RE: How to manage i18n resource with API / JSON-LD / Hydra ?

Hi Mikaël,

Welcome on our mailing list.

On Friday, June 19, 2015 2:50 PM, Mikael Labrut wrote:
> My name is Mikaël Labrut, I am actually working on an API using Hydra
> using DunglasApiBundle.

Cool! If you can share some more details, please do so.


[...]
> Problem : 
> Imagine you have a "Country" (http://schema.org/Country) resource in your API.
> How to manage i18N on it ?

So we are talking about concepts which have localized descriptions. This is (sometimes) an important distinction as, let's say, a translated blog post is really a different resource.

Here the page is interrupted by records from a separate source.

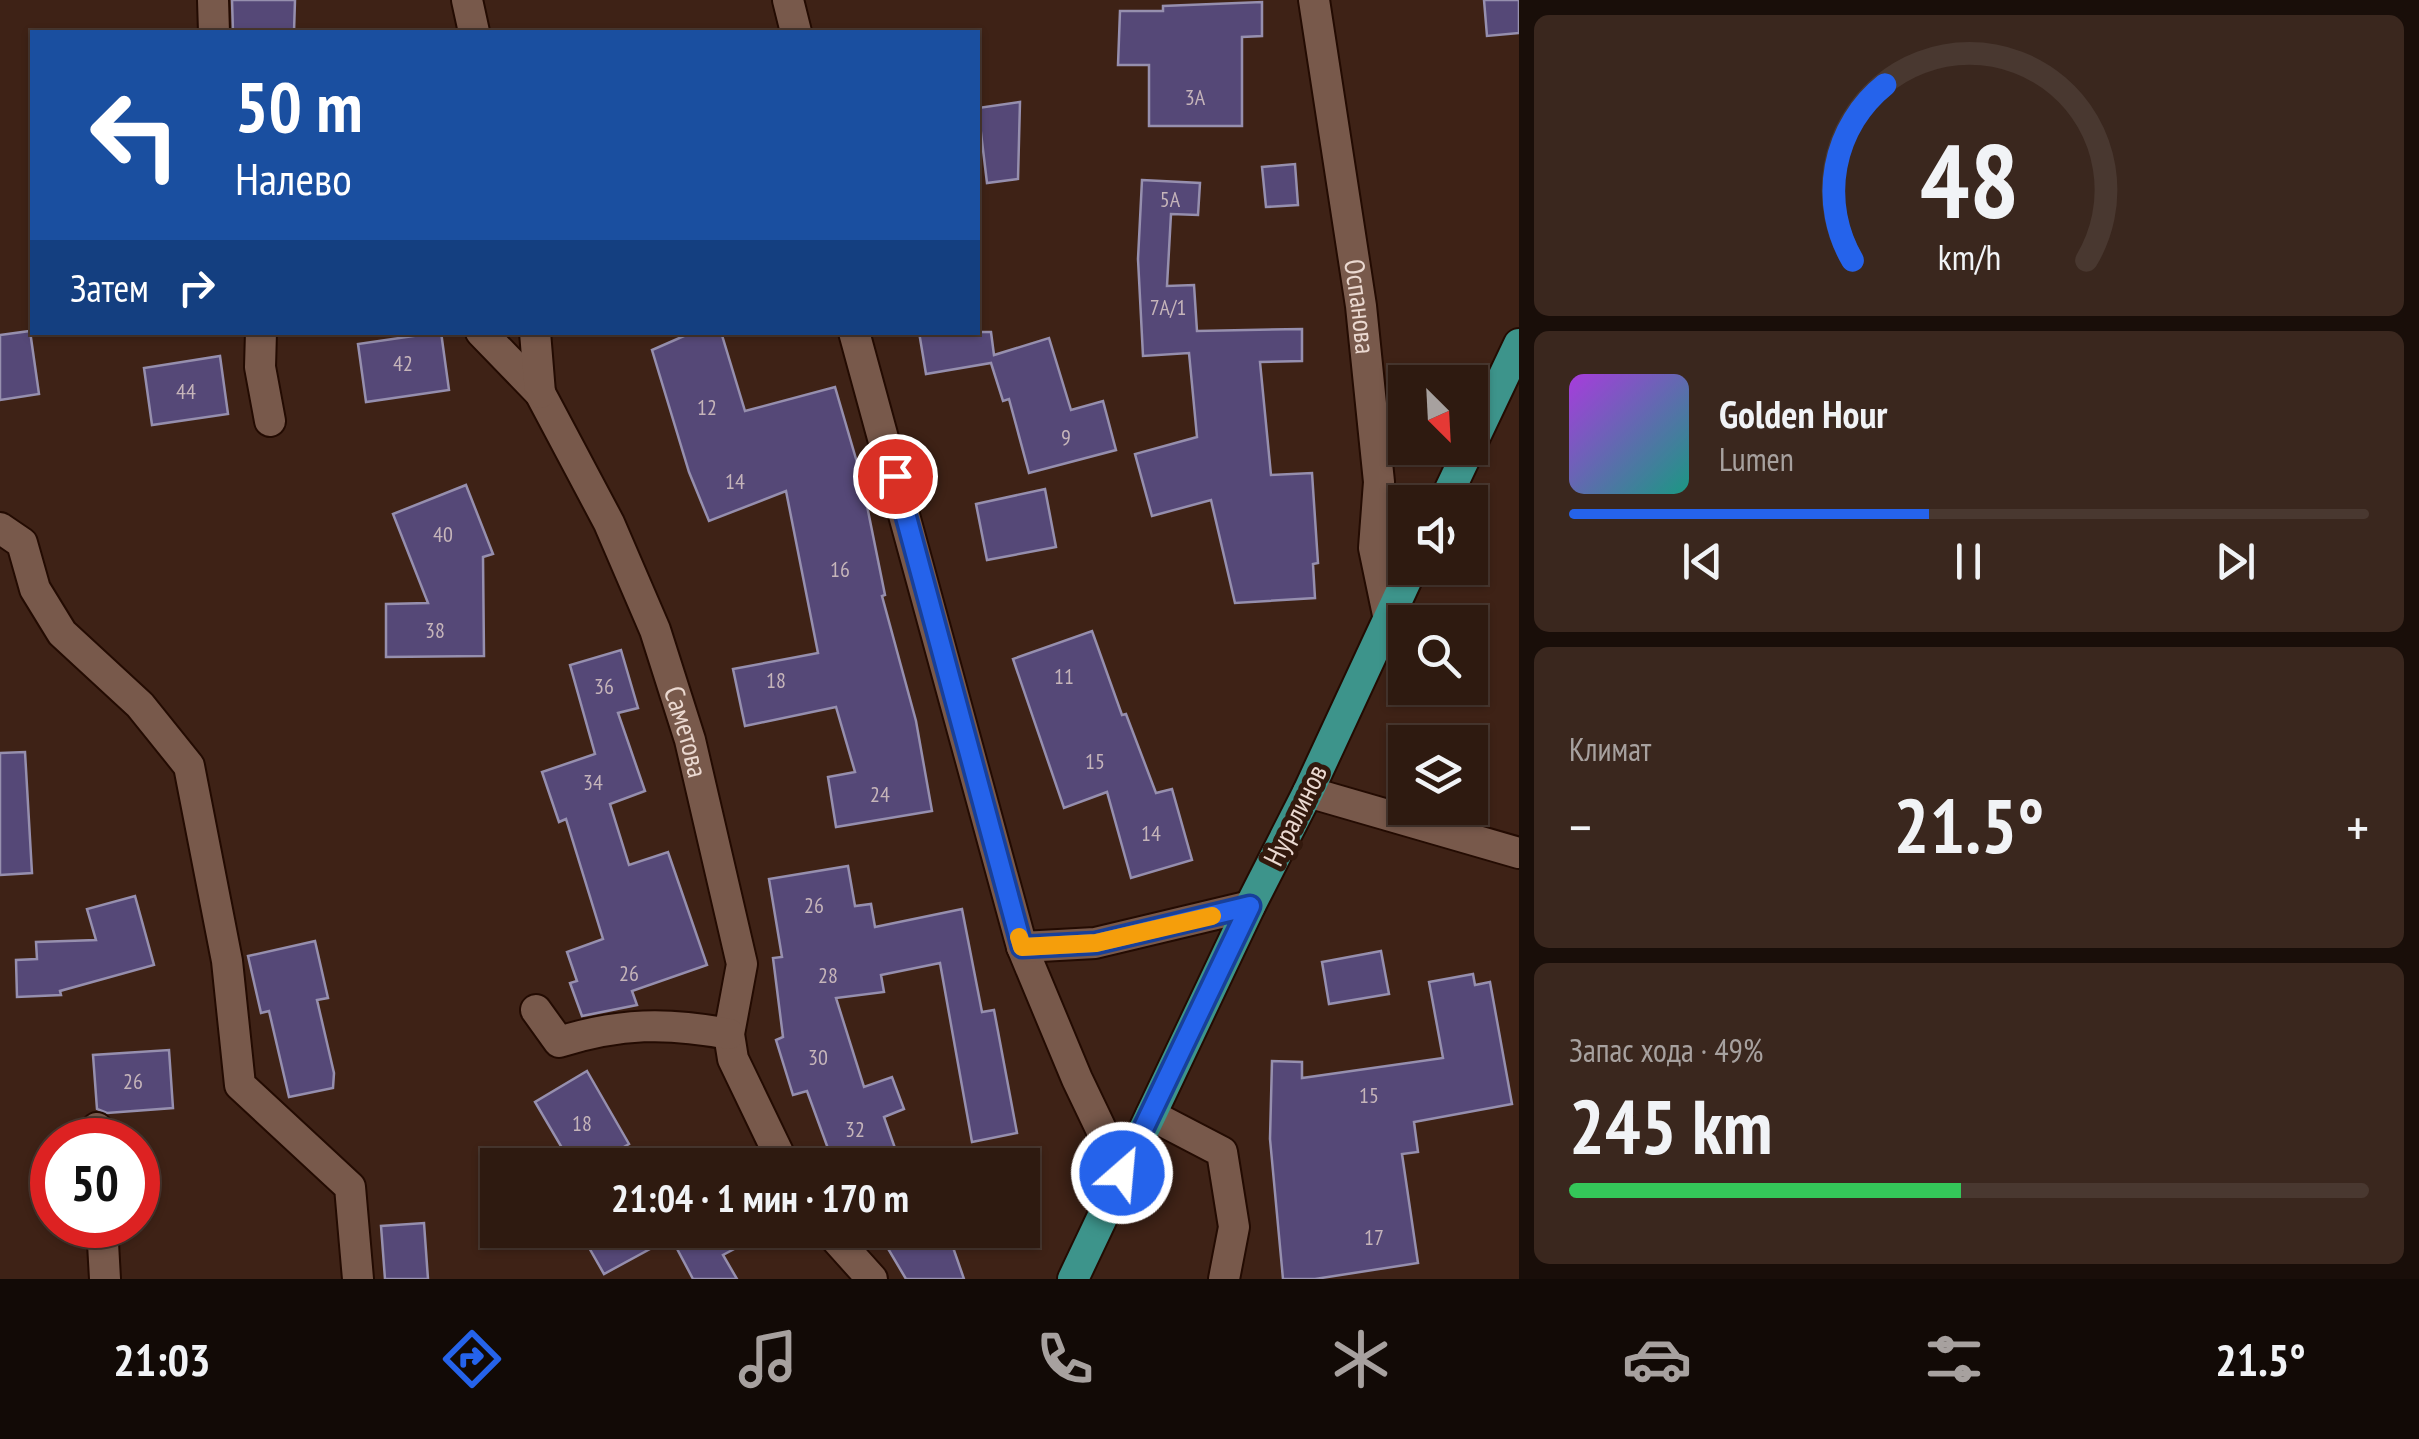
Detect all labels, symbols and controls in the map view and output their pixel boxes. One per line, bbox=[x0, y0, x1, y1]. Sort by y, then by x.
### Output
text: 50 m bbox=[235, 61, 363, 151]
icon: left bbox=[70, 70, 200, 200]
house number: 3А bbox=[1185, 83, 1206, 111]
text: 48 bbox=[1919, 112, 2019, 247]
text: Налево bbox=[235, 149, 352, 207]
house number: 5А bbox=[1160, 185, 1181, 213]
text: km/h bbox=[1937, 234, 2001, 280]
street label: Оспанова bbox=[1336, 256, 1385, 356]
icon: right bbox=[169, 260, 224, 315]
text: Затем bbox=[70, 263, 149, 312]
house number: 7А/1 bbox=[1150, 293, 1186, 321]
house number: 42 bbox=[393, 349, 413, 377]
north arrow bbox=[1388, 365, 1488, 465]
map controls bbox=[1388, 365, 1488, 825]
house number: 44 bbox=[176, 377, 196, 405]
text: Golden Hour bbox=[1719, 389, 1888, 438]
house number: 12 bbox=[697, 393, 717, 421]
house number: 9 bbox=[1061, 423, 1071, 451]
pin bbox=[853, 434, 938, 519]
text: Lumen bbox=[1719, 438, 1794, 480]
icon: arrive bbox=[868, 449, 923, 504]
house number: 14 bbox=[725, 467, 745, 495]
button: sound bbox=[1388, 485, 1488, 585]
house number: 40 bbox=[433, 520, 453, 548]
icon: previous bbox=[1675, 534, 1730, 589]
icon: pause bbox=[1941, 534, 1996, 589]
icon: next bbox=[2208, 534, 2263, 589]
house number: 16 bbox=[830, 555, 850, 583]
button: search bbox=[1388, 605, 1488, 705]
house number: 38 bbox=[425, 616, 445, 644]
house number: 11 bbox=[1054, 662, 1074, 690]
house number: 18 bbox=[766, 666, 786, 694]
house number: 36 bbox=[594, 672, 614, 700]
street label: Саметова bbox=[656, 681, 717, 781]
button: layers bbox=[1388, 725, 1488, 825]
text: Климат bbox=[1569, 728, 1651, 770]
house number: 15 bbox=[1085, 747, 1105, 775]
street label: Нуралинов bbox=[1254, 758, 1335, 871]
house number: 34 bbox=[583, 768, 603, 796]
text: 21.5° bbox=[1894, 777, 2044, 874]
house number: 24 bbox=[870, 780, 890, 808]
text: − bbox=[1569, 791, 1592, 862]
text: + bbox=[2346, 791, 2369, 862]
house number: 14 bbox=[1141, 819, 1161, 847]
house number: 26 bbox=[804, 891, 824, 919]
house number: 26 bbox=[619, 959, 639, 987]
house number: 28 bbox=[818, 961, 838, 989]
text: Запас хода · 49% bbox=[1569, 1029, 1763, 1071]
house number: 30 bbox=[808, 1043, 828, 1071]
house number: 26 bbox=[123, 1067, 143, 1095]
text: 245 km bbox=[1569, 1078, 1773, 1175]
house number: 15 bbox=[1359, 1081, 1379, 1109]
house number: 18 bbox=[572, 1109, 592, 1137]
house number: 32 bbox=[845, 1115, 865, 1143]
speed limit sign: 50 bbox=[30, 1118, 160, 1248]
position arrow bbox=[1070, 1121, 1174, 1225]
text: 21:04 · 1 мин · 170 m bbox=[611, 1173, 909, 1222]
house number: 17 bbox=[1364, 1223, 1384, 1251]
icon: directions bbox=[437, 1324, 507, 1394]
icon: music bbox=[733, 1324, 803, 1394]
icon: phone bbox=[1030, 1324, 1100, 1394]
icon: climate bbox=[1326, 1324, 1396, 1394]
icon: car bbox=[1622, 1324, 1692, 1394]
icon: filters bbox=[1919, 1324, 1989, 1394]
text: 21:03 bbox=[113, 1330, 211, 1388]
text: 21.5° bbox=[2215, 1330, 2306, 1388]

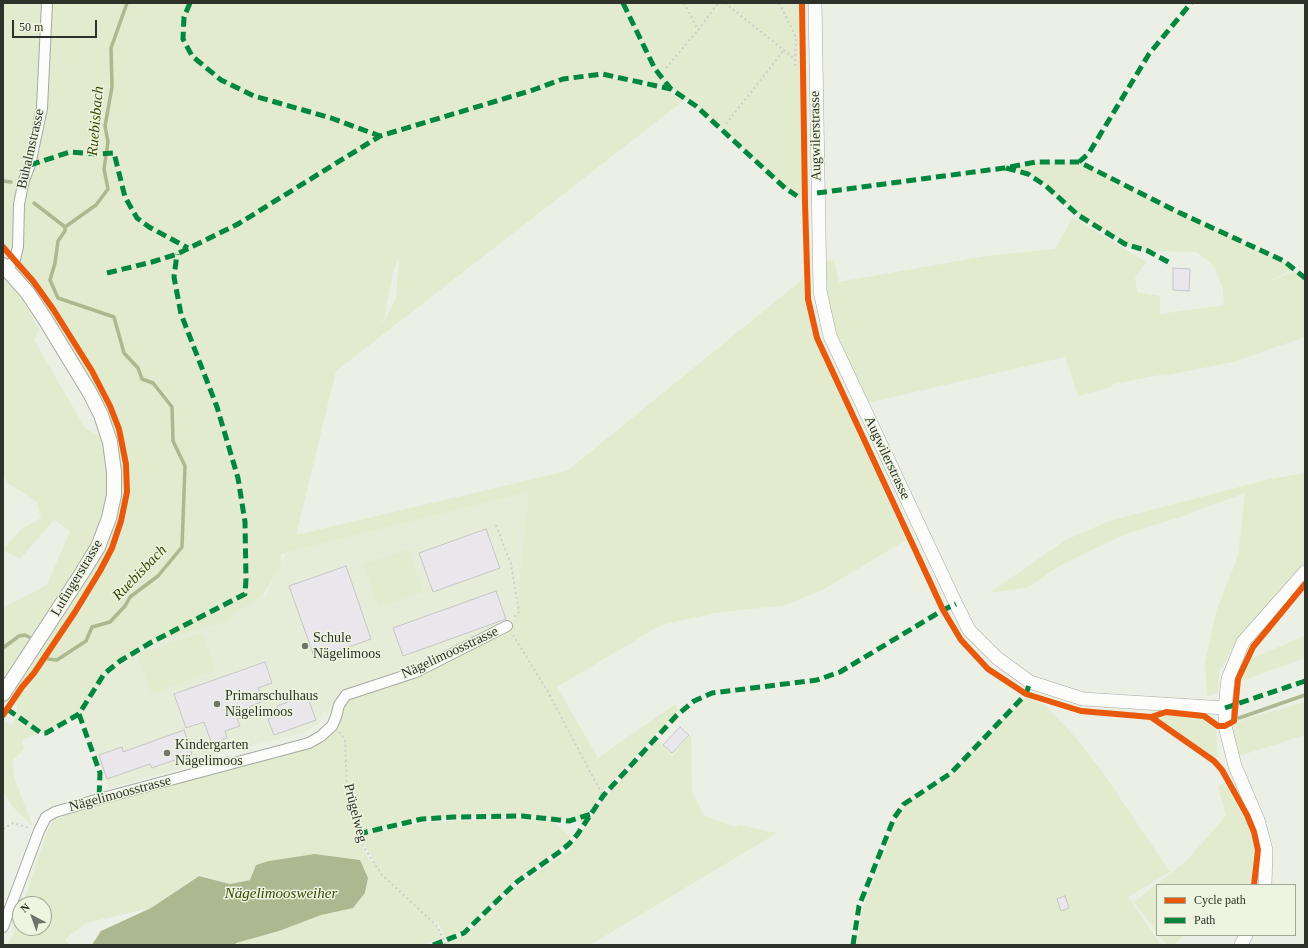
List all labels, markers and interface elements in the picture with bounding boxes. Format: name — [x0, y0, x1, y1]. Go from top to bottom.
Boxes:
scale bar — [14, 12, 99, 38]
text: 50 m — [19, 20, 43, 34]
water label: Ruebisbach — [84, 85, 108, 157]
street label: Augwilerstrasse — [807, 91, 825, 181]
street label: Buhalmstrasse — [14, 107, 48, 191]
street label: Augwilerstrasse — [860, 414, 914, 502]
street label: Lufingerstrasse — [48, 537, 106, 619]
water label: Ruebisbach — [109, 542, 171, 604]
street label: Nägelimoosstrasse — [399, 623, 501, 683]
place label: Schule Nägelimoos — [313, 630, 381, 662]
marker: Schule Nägelimoos — [300, 641, 310, 651]
place label: Primarschulhaus Nägelimoos — [225, 688, 318, 720]
marker: Primarschulhaus Nägelimoos — [212, 699, 222, 709]
place label: Kindergarten Nägelimoos — [175, 737, 249, 770]
marker: Kindergarten Nägelimoos — [162, 748, 172, 758]
street label: Nägelimoosstrasse — [67, 772, 173, 816]
street label: Prügelweg — [340, 782, 370, 844]
legend — [1156, 884, 1296, 936]
water label: Nägelimoosweiher — [225, 885, 337, 903]
text: Cycle path — [1194, 893, 1246, 907]
north arrow — [12, 896, 52, 936]
text: N — [18, 901, 32, 915]
text: Path — [1194, 913, 1215, 927]

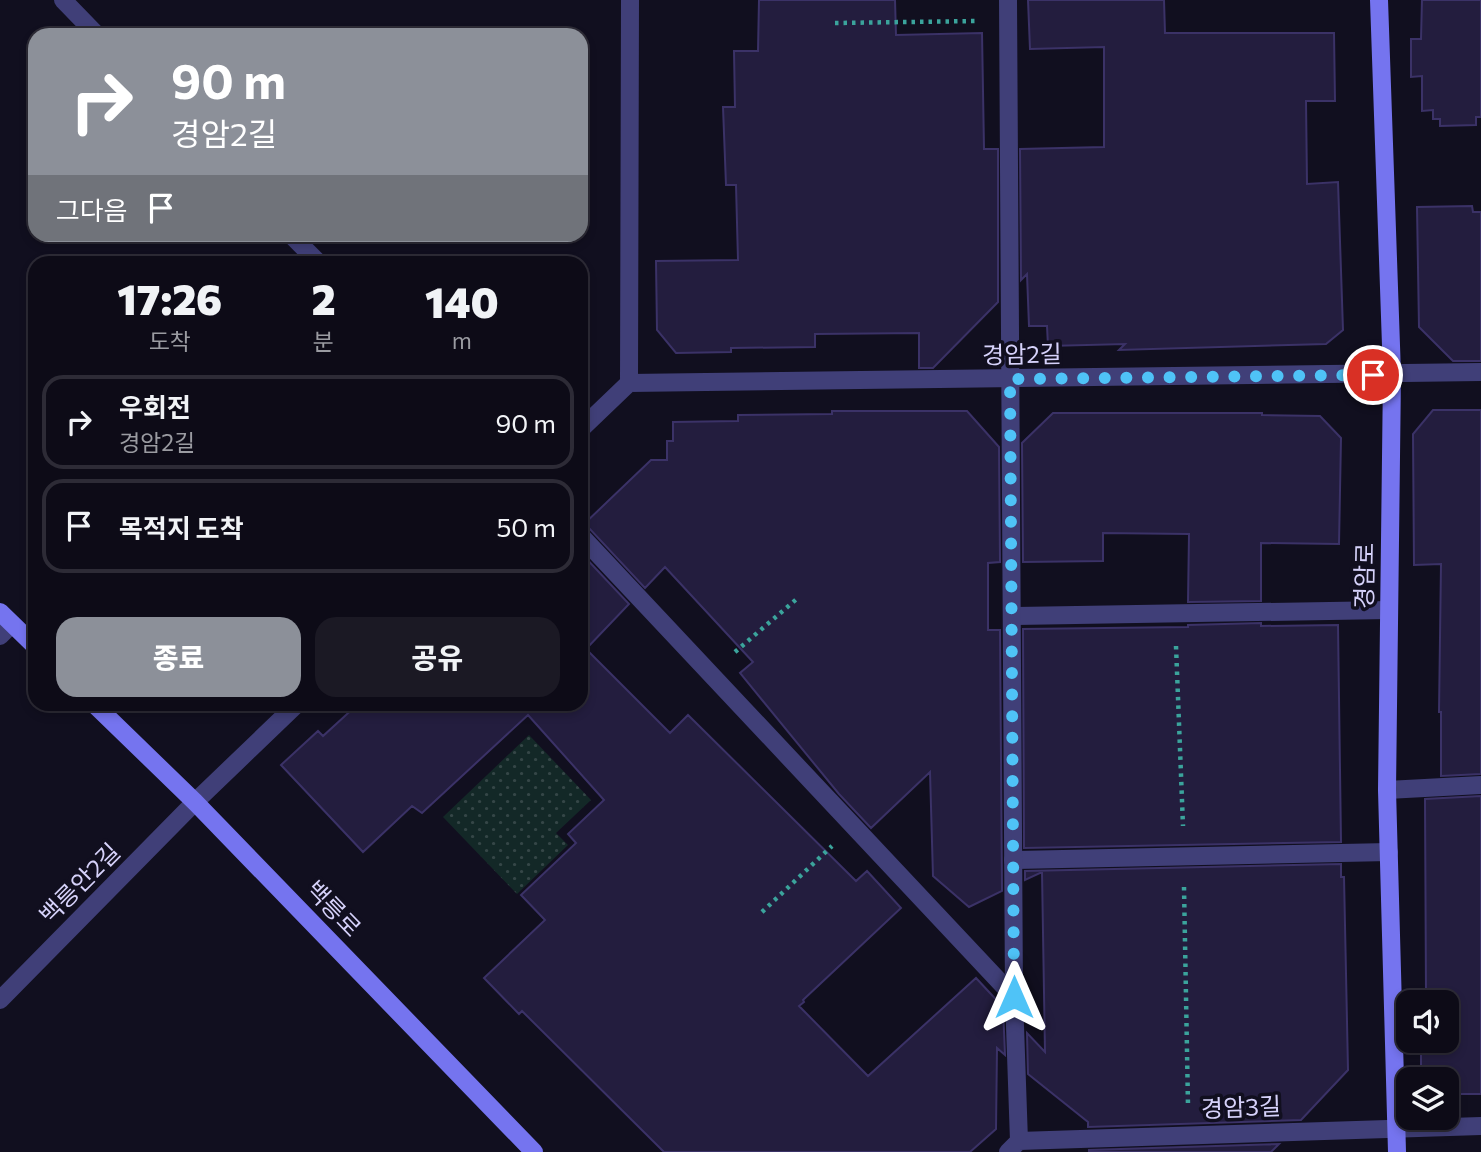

> Here is a detailed solution, i have design based on experience, and the JSON-LD spec.
> Tell me if you think this is a good idea ?
> If you think it's not ... tell me why ?
> 
> ## How to get a specific locale on a resource ? (=GET)
> 
> ### My solution
> 
> Add a GET specific parameter "locale"
> Why ?
> - Simple (this is the way used in FB graph api for example)
> - One URL = One localized resource (like wikipedia, better for indexing or caching)

Let's make this clearer. There are n URLs, one for each localization. In the case of things like countries this is tricky and probably not the best design. Assume you addresses for Italian and English customers. Do you really want to link different resources just because they speak different languages?

  { "@id": "/italian-addres", "country": "/francia" }

vs. 

  { "@id": "/english-addres", "country": "/france" }
 
I deliberately didn't use query parameters here.. it simply doesn't matter whether it is "just" a query parameter or some other part of the URL that differs. You would need to reconcile those to resource with something like "sameAs" to tell a machine that they are really identifying the same concept.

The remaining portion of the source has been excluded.